Hi our DFM server (5.2R1) is having some issues that support hasn't be able to help us with and I was hoping someone on here can give me some ideas, our case has been open for over a month now. If your Netapp our case number is 2005006488. What happens is data just stops being collected every day or two. All of the services appear to be running normally but no new/current data is being collected, I usually just do a dfm service stop/start to get it running again. I can just stop and start the monitoring service and it will collect again but I usually do them all.

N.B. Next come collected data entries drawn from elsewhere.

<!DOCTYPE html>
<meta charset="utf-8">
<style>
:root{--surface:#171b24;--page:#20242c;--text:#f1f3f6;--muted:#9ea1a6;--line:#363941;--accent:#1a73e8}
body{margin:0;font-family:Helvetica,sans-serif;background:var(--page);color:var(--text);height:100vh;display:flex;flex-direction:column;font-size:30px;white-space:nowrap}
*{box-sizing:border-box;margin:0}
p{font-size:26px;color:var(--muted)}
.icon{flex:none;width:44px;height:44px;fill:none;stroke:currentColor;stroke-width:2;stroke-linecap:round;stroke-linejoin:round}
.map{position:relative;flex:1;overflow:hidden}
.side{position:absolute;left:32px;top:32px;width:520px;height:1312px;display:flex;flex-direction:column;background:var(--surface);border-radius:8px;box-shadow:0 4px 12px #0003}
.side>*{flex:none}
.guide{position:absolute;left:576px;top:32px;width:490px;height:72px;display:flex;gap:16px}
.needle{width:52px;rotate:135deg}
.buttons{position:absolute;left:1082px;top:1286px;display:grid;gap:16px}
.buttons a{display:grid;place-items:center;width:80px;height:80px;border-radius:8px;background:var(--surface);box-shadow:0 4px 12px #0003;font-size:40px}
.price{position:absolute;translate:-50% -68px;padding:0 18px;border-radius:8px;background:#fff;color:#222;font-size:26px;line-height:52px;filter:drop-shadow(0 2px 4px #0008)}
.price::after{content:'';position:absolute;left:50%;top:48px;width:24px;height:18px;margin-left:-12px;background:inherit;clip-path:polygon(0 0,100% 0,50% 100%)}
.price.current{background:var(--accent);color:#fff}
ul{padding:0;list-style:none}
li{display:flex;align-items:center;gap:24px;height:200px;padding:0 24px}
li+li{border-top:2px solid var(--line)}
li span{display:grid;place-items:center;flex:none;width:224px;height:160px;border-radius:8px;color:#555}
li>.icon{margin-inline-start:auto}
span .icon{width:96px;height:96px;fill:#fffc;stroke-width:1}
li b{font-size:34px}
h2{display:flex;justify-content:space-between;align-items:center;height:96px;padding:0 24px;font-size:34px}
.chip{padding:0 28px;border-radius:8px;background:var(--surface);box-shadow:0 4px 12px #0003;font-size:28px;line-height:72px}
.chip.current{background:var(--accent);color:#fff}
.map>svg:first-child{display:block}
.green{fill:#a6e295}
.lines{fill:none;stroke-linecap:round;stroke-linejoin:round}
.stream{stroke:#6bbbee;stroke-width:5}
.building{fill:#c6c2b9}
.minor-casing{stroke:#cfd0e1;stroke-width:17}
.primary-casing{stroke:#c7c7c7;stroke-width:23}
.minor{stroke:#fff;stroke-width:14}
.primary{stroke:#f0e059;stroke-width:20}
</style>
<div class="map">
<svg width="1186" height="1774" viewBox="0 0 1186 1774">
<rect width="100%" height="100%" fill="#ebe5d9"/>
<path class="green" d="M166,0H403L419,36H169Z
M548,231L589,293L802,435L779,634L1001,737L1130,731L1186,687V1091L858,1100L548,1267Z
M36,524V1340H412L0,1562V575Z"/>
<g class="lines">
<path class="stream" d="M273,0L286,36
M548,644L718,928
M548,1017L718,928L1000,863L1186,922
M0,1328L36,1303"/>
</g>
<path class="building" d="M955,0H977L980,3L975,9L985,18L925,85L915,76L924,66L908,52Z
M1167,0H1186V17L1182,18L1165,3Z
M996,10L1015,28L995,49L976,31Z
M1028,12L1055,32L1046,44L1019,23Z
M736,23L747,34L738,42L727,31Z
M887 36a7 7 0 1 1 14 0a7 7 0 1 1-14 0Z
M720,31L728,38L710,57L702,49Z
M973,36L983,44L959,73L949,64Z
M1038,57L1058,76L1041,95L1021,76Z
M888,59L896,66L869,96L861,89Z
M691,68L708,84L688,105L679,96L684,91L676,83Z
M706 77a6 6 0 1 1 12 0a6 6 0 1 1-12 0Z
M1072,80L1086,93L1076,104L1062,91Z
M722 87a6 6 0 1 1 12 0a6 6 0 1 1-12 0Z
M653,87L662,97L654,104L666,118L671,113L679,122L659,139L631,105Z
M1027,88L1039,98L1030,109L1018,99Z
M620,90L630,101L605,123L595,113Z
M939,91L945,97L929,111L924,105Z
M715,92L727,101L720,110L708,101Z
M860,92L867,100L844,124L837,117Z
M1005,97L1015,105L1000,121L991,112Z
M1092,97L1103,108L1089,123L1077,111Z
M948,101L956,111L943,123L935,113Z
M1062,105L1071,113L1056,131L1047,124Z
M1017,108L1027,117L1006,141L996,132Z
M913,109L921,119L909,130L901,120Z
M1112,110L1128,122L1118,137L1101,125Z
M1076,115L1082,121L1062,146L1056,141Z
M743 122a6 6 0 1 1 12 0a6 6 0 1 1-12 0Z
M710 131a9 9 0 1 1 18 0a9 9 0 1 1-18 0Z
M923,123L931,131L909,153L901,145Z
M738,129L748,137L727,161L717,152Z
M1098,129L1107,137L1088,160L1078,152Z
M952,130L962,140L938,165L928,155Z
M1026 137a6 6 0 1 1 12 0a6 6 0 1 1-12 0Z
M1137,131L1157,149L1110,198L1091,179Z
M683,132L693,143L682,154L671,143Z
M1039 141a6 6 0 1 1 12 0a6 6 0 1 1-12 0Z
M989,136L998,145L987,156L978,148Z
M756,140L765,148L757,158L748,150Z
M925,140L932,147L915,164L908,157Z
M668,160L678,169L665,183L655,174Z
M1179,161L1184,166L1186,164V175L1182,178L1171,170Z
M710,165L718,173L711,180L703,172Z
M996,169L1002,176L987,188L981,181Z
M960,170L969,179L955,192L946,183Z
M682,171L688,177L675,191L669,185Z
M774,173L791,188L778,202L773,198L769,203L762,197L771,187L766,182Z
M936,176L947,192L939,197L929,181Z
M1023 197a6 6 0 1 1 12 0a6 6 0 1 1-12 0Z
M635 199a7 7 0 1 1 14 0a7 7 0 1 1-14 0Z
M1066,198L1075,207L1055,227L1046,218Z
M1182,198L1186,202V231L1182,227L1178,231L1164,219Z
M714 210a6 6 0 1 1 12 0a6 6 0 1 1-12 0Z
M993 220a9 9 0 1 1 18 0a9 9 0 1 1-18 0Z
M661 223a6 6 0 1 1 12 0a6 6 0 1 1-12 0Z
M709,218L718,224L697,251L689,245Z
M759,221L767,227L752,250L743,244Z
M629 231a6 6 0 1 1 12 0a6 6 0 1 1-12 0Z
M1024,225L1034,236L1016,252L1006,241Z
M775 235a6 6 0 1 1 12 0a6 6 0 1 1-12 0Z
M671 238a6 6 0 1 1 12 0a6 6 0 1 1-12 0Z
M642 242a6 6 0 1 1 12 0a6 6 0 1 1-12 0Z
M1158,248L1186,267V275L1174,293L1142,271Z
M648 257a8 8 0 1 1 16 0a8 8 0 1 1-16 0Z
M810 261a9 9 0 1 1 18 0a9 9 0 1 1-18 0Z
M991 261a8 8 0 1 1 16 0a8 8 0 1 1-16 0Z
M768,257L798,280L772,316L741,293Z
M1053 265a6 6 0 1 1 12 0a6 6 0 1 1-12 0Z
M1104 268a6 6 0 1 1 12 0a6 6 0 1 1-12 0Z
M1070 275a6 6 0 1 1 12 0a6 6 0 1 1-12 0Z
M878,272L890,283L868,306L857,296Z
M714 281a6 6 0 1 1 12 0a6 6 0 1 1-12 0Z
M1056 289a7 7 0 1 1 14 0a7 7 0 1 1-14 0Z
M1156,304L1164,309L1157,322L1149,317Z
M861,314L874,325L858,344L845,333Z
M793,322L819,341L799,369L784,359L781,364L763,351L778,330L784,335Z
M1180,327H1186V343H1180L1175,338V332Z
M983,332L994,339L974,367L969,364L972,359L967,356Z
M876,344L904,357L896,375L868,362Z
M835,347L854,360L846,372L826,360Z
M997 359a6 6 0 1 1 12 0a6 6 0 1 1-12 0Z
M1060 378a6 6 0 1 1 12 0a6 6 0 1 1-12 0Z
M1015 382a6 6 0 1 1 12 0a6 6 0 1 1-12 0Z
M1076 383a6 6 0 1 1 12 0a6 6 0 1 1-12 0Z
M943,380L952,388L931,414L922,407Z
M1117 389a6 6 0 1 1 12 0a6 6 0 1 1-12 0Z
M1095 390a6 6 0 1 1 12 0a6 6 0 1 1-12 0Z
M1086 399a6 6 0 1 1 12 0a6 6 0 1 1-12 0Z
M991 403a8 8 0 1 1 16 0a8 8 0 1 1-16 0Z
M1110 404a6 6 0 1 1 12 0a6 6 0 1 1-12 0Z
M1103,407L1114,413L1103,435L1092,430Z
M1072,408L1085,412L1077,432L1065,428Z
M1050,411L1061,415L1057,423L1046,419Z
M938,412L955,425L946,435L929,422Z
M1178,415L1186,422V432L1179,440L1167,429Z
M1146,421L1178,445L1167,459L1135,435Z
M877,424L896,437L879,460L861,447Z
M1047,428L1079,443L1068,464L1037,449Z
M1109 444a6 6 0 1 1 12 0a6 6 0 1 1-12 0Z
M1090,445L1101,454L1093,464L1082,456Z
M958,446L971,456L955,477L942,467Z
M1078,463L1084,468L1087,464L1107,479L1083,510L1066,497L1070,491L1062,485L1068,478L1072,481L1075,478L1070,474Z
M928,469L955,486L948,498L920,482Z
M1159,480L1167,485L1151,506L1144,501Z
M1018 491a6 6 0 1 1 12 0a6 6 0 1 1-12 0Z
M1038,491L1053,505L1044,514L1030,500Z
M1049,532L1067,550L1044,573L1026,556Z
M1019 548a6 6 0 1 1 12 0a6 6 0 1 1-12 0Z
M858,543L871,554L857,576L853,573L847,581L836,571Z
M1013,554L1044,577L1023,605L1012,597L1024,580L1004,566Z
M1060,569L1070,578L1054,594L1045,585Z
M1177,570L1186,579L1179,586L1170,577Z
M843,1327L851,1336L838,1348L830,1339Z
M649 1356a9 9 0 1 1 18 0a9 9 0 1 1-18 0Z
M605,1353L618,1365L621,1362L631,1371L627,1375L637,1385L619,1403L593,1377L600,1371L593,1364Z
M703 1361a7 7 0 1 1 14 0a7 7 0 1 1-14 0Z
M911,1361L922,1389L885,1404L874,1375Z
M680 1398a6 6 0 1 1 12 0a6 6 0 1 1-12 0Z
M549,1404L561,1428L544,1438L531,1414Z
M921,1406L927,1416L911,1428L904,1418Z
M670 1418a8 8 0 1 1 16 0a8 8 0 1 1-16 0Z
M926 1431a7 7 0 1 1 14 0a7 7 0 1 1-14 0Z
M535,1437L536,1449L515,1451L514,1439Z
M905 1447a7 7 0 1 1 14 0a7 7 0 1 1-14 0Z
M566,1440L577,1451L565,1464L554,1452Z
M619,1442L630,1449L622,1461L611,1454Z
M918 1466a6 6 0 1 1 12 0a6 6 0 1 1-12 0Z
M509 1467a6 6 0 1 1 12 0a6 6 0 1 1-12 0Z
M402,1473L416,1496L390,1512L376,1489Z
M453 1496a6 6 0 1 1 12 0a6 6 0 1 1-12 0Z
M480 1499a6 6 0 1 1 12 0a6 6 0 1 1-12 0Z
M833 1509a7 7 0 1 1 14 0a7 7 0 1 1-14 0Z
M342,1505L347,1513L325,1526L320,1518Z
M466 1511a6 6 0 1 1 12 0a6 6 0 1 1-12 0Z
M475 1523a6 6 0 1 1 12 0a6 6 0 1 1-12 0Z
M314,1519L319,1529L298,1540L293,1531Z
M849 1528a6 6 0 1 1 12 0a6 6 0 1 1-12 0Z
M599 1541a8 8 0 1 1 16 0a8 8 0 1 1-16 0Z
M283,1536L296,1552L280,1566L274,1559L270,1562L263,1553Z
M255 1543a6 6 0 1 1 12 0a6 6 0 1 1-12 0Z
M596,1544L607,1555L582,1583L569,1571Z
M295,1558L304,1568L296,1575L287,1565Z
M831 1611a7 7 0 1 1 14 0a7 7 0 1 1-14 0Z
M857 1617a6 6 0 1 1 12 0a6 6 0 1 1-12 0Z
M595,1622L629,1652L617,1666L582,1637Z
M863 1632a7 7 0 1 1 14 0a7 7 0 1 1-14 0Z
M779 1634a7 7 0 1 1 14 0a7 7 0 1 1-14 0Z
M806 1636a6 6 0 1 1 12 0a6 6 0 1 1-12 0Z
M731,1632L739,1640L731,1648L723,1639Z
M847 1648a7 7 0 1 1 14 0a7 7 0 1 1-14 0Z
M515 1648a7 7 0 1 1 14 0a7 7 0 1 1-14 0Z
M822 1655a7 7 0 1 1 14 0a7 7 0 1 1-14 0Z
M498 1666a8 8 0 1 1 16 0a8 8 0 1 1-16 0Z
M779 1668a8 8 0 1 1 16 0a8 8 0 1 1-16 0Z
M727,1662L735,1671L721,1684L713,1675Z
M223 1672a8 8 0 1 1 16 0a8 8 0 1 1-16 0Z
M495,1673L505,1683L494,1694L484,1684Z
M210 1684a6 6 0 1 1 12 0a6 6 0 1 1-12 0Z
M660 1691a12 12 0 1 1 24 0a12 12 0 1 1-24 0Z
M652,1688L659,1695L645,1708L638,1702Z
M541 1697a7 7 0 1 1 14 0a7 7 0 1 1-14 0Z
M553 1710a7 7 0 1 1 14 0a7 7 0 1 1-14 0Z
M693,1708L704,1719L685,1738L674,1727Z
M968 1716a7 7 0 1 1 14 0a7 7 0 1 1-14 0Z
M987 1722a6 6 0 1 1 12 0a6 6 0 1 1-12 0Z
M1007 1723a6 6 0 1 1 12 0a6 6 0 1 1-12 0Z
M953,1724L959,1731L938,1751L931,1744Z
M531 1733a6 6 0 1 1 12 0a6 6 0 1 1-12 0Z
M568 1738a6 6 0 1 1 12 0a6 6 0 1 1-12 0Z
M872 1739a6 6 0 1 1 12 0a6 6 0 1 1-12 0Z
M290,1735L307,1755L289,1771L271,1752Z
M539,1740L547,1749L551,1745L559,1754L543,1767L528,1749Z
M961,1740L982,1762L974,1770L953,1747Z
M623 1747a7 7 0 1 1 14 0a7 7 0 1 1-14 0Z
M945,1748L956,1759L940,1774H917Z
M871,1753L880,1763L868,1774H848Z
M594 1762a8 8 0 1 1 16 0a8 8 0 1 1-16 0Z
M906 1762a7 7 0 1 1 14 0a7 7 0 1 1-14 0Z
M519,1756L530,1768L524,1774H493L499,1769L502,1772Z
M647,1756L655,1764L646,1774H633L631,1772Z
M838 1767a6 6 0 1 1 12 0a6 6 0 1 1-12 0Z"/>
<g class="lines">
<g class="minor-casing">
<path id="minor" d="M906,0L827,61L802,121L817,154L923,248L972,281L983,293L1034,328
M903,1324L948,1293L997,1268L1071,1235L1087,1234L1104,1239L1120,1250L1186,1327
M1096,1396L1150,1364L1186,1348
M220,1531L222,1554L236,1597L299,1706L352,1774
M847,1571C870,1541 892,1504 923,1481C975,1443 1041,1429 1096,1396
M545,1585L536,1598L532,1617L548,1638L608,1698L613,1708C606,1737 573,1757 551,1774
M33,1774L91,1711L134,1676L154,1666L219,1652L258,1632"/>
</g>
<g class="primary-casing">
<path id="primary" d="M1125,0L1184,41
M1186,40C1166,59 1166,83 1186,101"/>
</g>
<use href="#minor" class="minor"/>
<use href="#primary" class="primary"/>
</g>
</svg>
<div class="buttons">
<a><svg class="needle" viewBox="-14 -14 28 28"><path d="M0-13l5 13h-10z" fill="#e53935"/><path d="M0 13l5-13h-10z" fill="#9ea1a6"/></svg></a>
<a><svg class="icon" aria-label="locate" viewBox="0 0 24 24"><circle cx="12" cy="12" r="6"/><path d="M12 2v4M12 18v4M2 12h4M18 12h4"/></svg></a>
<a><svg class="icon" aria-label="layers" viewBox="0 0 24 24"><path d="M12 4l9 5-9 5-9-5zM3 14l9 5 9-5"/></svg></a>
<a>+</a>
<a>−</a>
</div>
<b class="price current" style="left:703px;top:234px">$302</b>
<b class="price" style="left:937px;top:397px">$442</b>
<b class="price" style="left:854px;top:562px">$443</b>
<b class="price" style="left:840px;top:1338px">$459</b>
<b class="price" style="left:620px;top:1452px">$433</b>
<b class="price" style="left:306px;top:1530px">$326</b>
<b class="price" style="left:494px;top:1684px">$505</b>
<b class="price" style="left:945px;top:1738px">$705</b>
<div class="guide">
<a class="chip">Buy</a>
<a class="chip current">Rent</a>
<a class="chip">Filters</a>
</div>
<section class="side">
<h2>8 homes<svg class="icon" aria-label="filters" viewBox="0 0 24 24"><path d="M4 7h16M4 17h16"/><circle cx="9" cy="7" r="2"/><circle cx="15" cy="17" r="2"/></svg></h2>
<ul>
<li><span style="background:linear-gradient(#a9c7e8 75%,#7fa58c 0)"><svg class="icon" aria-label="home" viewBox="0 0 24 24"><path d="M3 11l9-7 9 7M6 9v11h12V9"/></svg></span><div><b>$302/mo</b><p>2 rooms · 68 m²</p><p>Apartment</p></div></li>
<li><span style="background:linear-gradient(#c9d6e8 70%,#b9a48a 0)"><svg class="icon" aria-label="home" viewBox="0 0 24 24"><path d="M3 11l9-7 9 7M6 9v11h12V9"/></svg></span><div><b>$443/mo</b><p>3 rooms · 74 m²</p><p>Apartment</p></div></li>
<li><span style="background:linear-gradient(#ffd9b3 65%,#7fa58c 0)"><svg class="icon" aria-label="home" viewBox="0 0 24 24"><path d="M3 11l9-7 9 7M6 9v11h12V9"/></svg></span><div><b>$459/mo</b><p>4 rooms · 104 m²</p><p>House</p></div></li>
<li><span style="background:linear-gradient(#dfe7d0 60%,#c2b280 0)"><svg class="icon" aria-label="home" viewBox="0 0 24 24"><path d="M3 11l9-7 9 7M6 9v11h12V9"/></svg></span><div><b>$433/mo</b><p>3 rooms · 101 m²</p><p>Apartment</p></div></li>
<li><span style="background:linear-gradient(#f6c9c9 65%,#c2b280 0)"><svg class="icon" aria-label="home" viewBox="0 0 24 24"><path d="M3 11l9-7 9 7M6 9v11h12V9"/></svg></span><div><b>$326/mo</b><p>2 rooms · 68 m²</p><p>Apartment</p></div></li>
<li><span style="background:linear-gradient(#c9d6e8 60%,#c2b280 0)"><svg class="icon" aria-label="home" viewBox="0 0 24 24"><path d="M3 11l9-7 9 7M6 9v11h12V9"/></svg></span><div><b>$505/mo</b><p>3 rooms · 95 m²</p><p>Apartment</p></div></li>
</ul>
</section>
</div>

Performance Advisor Checklist
perfAdvisorEnabled Passed
hostType Passed
hostRevision Passed
hostLogin Passed
perfAdvisorTransport Passed
-sh-4.1$
-sh-4.1$ dfm about
Version 5.2 (5.2R1)
Executable Type 64-bit
Serial Number 1-50-007252
Edition Standard edition of DataFabric Manager server
Data ONTAP Operating Mode 7-Mode
Here are the things they have had me do:
Modify the Semephores
[root]# ipcs -sl
------ Semaphore Limits --------
max number of arrays = 1024
max semaphores per array = 250
max semaphores system wide = 256000
max ops per semop call = 32
semaphore max value = 32767
Shut down 2nd DFM server
We also have a second DFM server running in our DR site which they said was not recommened monitoring the same servers so I shut that down over a weekend... No change.
Please change the following option in order to help resolve some of these issues:
dfm options set hostLoginProtocol=ssh
Reconfigure the VM to use 8gb of reserved memory rather than 4gb allocated
I then volunteered to rebuild the entire dfm server but I didn't want to lose my data.
I did an rpm -e and blew away all the old directories etc.
Reinstalled and added back in the filers manually and let it cook over a weekend again and it remained up.
I then restored our database and the issue has returned.
Support now wants me to have the entire vfiler destroyed and rebuilt but our change control is very strict and destroying and rebuilding a server would be weeks of change control so I want to make sure I exhaust other options before I do a burn down and restore which I don't believe will resolve it.
I am willing to do another rebuild but is there a way to do selective restores where I only pull in historical data and my custom reports and not configuration settings?
I'm open to idea's.
Thanks,
James